Beatrice Kitzinger is an art historian specializing in Latin book culture of the early Middle Ages. Her primary research centers on works traditionally classed outside the art historical canon, especially manuscripts from Brittany and the border regions of the Carolingian empire. Kitzinger’s courses on manuscripts emphasize codicology, processes of facture, image-text relationships, and interpretations based in codex format and function.
She currently teaches an undergraduate course devoted to manuscript illumination and the place of books in medieval culture, which draws heavily on Princeton’s Special Collections of original manuscripts, artist’s books, and facsimiles (see Course Spotlight from 2018).

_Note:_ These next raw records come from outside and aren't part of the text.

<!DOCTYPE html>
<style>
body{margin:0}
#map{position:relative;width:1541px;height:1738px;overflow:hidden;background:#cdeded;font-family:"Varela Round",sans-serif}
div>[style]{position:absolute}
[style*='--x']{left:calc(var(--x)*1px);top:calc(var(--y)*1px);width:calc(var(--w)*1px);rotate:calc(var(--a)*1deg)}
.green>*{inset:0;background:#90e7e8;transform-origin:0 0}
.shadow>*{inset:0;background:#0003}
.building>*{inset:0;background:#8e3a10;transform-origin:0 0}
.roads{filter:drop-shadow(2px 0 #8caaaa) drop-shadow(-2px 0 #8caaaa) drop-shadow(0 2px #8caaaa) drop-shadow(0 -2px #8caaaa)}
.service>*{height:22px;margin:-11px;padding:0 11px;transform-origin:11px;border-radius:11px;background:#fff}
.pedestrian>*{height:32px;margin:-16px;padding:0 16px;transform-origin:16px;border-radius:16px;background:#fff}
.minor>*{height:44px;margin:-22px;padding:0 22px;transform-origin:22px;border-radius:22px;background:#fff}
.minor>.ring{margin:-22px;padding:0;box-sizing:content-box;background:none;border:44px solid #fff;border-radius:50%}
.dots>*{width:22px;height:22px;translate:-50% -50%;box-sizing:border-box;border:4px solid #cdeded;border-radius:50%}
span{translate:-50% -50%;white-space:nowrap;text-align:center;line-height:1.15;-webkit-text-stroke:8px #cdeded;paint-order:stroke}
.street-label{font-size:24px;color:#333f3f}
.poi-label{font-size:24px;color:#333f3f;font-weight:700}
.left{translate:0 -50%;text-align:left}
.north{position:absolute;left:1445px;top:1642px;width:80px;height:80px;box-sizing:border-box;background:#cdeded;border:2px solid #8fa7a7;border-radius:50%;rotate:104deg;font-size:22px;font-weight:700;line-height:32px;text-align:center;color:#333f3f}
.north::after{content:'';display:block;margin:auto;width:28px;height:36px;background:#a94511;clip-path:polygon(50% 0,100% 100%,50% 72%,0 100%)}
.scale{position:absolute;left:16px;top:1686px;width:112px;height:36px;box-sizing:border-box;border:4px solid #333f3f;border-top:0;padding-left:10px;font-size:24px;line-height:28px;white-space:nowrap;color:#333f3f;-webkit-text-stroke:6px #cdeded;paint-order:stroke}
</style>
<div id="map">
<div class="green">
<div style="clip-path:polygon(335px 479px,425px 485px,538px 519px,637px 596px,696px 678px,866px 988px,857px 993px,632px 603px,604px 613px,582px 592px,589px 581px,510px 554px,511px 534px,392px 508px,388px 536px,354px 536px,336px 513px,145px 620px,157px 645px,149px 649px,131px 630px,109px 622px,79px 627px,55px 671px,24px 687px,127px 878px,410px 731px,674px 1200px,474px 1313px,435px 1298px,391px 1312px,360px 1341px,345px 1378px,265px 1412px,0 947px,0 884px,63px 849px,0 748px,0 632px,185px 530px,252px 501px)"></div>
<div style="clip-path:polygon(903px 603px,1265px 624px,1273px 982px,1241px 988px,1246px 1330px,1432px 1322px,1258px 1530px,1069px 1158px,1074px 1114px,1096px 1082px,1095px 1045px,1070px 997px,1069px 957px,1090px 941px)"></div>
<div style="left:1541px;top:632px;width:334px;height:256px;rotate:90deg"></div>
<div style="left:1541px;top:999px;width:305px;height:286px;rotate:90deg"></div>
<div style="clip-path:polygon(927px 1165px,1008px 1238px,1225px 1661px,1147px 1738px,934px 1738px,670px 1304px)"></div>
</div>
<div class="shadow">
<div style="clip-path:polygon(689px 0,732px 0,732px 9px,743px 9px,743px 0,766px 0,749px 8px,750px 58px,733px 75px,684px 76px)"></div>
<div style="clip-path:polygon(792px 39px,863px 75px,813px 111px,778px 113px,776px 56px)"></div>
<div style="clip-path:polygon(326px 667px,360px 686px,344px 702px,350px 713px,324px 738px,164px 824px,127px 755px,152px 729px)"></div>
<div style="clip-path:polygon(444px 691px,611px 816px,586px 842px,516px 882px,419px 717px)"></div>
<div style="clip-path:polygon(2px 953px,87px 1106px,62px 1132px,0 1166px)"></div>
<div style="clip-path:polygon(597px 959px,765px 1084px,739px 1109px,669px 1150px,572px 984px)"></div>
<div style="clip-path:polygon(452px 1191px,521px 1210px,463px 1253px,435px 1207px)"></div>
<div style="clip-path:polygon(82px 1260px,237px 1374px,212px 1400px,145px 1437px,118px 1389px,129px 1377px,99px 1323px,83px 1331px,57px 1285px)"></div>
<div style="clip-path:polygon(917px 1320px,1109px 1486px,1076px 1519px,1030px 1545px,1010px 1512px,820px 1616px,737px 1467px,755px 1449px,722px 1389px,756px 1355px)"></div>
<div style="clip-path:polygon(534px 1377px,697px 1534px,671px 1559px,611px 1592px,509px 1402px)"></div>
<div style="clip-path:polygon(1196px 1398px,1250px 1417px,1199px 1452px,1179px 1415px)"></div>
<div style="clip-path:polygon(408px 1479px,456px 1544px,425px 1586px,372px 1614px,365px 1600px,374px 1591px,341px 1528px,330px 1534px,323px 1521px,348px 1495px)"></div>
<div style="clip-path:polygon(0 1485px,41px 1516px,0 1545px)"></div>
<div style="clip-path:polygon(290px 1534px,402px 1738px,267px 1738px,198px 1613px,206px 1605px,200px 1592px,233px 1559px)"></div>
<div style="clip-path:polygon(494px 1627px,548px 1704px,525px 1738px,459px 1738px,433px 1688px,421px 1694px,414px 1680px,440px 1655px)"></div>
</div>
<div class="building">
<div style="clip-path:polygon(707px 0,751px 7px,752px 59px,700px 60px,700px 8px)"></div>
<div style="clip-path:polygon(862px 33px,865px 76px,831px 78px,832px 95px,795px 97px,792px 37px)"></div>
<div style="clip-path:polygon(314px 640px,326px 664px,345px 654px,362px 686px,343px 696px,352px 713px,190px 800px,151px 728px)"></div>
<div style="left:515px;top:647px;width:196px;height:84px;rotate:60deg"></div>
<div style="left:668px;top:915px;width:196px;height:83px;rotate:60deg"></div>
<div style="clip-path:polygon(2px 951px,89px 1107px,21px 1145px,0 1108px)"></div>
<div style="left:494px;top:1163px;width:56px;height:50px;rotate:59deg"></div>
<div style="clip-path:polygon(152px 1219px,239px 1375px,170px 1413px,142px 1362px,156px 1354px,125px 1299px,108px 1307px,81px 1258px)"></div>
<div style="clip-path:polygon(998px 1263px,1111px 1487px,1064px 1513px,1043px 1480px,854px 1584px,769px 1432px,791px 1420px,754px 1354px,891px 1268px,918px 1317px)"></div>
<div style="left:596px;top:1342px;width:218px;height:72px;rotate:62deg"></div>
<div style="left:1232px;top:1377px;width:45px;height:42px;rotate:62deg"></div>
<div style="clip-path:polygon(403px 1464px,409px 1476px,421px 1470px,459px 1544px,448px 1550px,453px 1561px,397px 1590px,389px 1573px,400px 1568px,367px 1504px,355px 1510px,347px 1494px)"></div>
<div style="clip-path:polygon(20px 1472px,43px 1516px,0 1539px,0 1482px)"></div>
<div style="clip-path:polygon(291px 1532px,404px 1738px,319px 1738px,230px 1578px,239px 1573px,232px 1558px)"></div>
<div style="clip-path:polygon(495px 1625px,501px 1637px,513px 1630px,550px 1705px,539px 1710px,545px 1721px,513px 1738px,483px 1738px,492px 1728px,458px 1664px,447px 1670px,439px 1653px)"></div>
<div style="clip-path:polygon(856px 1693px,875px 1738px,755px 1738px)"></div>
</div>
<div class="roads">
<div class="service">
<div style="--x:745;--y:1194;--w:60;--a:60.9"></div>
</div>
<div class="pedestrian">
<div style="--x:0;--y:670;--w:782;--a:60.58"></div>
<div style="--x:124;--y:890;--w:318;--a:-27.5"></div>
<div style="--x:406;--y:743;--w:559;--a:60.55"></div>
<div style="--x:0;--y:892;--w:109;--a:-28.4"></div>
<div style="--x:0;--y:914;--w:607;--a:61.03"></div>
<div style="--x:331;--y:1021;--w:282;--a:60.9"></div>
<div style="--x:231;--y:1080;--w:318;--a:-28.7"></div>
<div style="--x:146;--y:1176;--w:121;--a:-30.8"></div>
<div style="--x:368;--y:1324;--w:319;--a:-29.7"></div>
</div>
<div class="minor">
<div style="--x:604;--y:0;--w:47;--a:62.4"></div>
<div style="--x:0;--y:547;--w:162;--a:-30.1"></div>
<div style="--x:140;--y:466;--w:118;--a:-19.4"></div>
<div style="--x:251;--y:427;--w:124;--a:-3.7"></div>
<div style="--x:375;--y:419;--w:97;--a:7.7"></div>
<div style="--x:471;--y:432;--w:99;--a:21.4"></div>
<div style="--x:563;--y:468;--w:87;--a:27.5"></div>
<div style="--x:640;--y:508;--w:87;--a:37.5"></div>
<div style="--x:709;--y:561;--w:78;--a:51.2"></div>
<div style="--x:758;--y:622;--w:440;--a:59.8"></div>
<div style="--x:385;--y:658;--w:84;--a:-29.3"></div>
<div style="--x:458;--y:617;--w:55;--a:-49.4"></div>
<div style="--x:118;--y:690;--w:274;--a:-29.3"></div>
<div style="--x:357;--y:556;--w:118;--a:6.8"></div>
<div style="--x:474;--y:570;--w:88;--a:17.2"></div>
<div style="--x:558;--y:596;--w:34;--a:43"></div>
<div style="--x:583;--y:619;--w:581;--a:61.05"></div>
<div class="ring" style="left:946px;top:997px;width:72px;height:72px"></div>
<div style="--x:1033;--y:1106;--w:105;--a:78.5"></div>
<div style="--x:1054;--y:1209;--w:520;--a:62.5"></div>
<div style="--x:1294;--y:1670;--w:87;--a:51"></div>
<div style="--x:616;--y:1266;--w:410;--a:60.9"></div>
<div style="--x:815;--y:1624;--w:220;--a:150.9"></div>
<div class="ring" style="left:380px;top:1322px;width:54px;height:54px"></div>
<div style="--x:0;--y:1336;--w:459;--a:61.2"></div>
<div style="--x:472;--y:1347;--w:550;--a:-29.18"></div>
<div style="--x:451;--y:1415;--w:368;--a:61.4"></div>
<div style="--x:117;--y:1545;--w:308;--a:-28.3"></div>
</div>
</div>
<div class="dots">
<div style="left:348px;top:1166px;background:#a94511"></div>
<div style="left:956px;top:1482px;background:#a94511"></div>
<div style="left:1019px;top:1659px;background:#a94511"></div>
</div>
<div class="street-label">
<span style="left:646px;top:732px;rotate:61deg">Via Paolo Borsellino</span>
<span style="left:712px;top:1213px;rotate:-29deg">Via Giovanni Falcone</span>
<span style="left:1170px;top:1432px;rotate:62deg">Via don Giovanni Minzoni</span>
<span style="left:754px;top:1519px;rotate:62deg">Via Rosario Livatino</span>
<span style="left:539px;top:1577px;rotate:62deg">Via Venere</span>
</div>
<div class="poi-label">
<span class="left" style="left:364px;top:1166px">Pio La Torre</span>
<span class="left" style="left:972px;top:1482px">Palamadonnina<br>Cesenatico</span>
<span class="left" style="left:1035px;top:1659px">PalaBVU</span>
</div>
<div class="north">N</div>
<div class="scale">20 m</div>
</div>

Manuscripts hold an integral place in the undergraduate introduction to medieval art that Kitzinger co-teaches with Charles Barber (Art & Archaeology), and in the combined explorations of medieval art and music that Kitzinger and Jamie Reuland (Music) invite students to join: a seminar in some years and regular meetings of the working group LUDUS, devoted to the active, performed, creative and re-creative study of pre-modern culture.
Kitzinger is the author of The Cross, the Gospels, and the Work of Art in the Carolingian Age (Cambridge University Press, 2019), a study that showcases numerous rarely studied codices; and editor with Joshua O’Driscoll of After the Carolingians: Re-defining Manuscript Illumination in the Tenth and Eleventh Centuries (De Gruyter, 2019), a collection dedicated to little known manuscripts and their position in local networks of production. Kitzinger is currently working on a study of gospel narrative in Carolingian book painting, and, with undergraduate collaboration, compiling a database of manuscript colophons.